Я взглянул на серый камень.
— Ты появилась как раз тогда, когда мне больше всего был нужен друг. Кто-то, кому я мог бы доверять, когда уже думал, что больше никому не смогу открыться.
Хармони сделала резкий вдох, но ответила:
— Райдер… Я здесь для тебя.
Мои губы снова дёрнулись, и на них появилась легкая улыбка. Я неловко перекатился на спину, чтобы облегчить боль в суставах и немного передохнуть от неудобного положения на полу. Как только я это сделал, то увидел на стене белые отметки. Мой взгляд упал на заострённый камень, которым я делал засечки. И мне в голову пришла идея.
Я протянул руку и схватил камень, его неровные края впились мне в ладонь.
— Хармони, я хочу кое-что попробовать.
Я поднес самый острый край камня к облупившемуся слою цемента, который удерживал кирпич, находившийся прямо под нашей щелью. Здоровой рукой я начал скрести острым кончиком по разрушающейся трещине. Постепенно цемент начал отваливаться, и у меня радостно заколотилось сердце. Из-за камня стали видны проблески света.
Света из камеры Хармони.
— У меня остался поднос с едой, — сказала Хармони. — Здесь есть нож. Он тупой, но может помочь.

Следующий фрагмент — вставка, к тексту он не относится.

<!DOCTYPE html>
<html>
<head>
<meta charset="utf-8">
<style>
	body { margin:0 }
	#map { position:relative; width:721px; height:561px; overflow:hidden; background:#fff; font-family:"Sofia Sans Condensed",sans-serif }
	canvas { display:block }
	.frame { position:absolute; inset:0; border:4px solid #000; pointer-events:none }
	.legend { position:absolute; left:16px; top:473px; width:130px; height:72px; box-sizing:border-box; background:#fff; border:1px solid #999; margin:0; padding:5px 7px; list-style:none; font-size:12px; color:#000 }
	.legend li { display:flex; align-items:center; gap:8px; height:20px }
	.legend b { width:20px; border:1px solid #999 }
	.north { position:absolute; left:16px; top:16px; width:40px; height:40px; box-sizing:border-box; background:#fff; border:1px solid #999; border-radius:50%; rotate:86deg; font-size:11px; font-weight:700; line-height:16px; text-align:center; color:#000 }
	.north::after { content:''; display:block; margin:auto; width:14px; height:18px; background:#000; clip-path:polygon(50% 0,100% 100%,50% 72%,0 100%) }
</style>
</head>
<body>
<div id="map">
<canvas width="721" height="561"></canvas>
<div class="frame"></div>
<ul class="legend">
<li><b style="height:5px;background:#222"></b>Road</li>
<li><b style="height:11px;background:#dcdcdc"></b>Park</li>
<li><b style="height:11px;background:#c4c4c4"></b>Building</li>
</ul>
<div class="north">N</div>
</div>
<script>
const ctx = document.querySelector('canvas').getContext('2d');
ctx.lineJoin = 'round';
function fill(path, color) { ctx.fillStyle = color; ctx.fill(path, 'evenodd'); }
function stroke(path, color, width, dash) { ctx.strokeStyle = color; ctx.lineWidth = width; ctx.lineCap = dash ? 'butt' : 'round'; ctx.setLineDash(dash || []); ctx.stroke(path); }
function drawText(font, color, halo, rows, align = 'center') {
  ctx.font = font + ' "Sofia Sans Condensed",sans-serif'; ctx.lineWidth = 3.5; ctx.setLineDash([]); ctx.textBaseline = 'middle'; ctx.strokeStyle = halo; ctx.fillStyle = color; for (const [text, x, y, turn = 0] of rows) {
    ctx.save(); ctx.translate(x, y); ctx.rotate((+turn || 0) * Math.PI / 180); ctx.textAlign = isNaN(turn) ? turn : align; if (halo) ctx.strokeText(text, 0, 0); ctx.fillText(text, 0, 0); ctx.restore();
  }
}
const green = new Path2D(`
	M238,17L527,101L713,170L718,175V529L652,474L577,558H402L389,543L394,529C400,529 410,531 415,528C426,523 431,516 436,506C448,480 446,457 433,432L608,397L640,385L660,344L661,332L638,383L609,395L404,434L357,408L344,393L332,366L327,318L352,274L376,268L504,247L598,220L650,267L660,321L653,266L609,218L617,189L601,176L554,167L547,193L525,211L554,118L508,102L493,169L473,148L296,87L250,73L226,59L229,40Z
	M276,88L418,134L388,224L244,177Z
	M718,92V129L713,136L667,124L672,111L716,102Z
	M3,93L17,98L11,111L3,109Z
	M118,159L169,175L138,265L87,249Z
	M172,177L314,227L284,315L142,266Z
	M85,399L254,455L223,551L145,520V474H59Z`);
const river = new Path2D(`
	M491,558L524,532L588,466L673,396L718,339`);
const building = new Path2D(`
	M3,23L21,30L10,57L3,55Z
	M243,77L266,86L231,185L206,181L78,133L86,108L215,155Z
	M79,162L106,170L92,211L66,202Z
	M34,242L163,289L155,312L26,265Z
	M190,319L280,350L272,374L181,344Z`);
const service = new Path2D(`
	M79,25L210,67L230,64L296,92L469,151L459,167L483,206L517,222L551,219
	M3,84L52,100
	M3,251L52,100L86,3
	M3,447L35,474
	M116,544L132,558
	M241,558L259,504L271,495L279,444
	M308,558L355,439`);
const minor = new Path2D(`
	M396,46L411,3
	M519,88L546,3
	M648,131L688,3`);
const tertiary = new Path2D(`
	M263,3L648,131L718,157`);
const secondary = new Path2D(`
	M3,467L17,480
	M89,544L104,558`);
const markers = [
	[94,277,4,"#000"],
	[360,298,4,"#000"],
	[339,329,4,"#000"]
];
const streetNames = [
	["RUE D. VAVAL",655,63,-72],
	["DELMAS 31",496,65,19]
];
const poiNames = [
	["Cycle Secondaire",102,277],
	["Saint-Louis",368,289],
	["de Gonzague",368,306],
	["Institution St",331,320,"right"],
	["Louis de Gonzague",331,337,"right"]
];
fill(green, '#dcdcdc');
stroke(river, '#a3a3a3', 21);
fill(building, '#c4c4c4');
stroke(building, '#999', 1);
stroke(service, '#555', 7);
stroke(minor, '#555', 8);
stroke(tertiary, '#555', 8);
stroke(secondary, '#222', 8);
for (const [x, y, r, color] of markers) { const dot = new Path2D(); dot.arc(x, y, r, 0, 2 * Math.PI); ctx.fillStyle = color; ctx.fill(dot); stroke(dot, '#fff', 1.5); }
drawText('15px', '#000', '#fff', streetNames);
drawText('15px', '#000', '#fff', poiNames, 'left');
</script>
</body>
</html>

Я услышал, как Хармони встала, куда-то ушла, затем вернулась, и с другой стороны кирпича раздались скребущие звуки.
Я улыбнулся и принялся усерднее скрести цемент. Когда весь цемент над кирпичом осыпался, я заметил за стеной голубой проблеск.
— Хармони, — прошептал я, и меня охватило жгучее волнение.
Она замерла, и я увидел всполох чего-то, напоминающего светлые волосы.
— Попробуй по бокам, — направил её я и начал отколупывать кончиком камня растрескавшийся цемент справа.
Хармони скоблила слева, и уже через несколько минут между проделанными нами зазорами свободно проходил теплый, влажный воздух.
— Что теперь? — тихо, с нетерпением произнесла Хармони.
— Погоди, — сказал я, пытаясь как следует ухватиться за каменный кирпич.
Он был маленьким и узким, но если бы мне удалось сдвинуть его с места… Я бы хоть немного ее увидел. Даже если он был совсем небольшим, я увидел бы ее вживую.
Я уже хотел было вытащить кирпич, как вдруг меня охватил страх. Я ее увижу. Но и она тоже меня увидит. По крайней мере, мое лицо.
Она видела Иуду…
Я убрал с кирпича руки и закрыл глаза, в крови закипело разочарование. С трудом поднявшись на ноги, я, пошатываясь, добрёл до уборной. Над старой раковиной висело маленькое треснувшее зеркало. Чтобы не потерять равновесие, я ухватился руками за край раковины и взглянул на свое отражение. Я не делал этого неделями, мне незачем было смотреть на свое лицо. На самом деле, я намеренно этого избегал. Когда я на себя смотрел, то всегда видел своего брата. Всегда видел пристально глядящего на меня Иуду.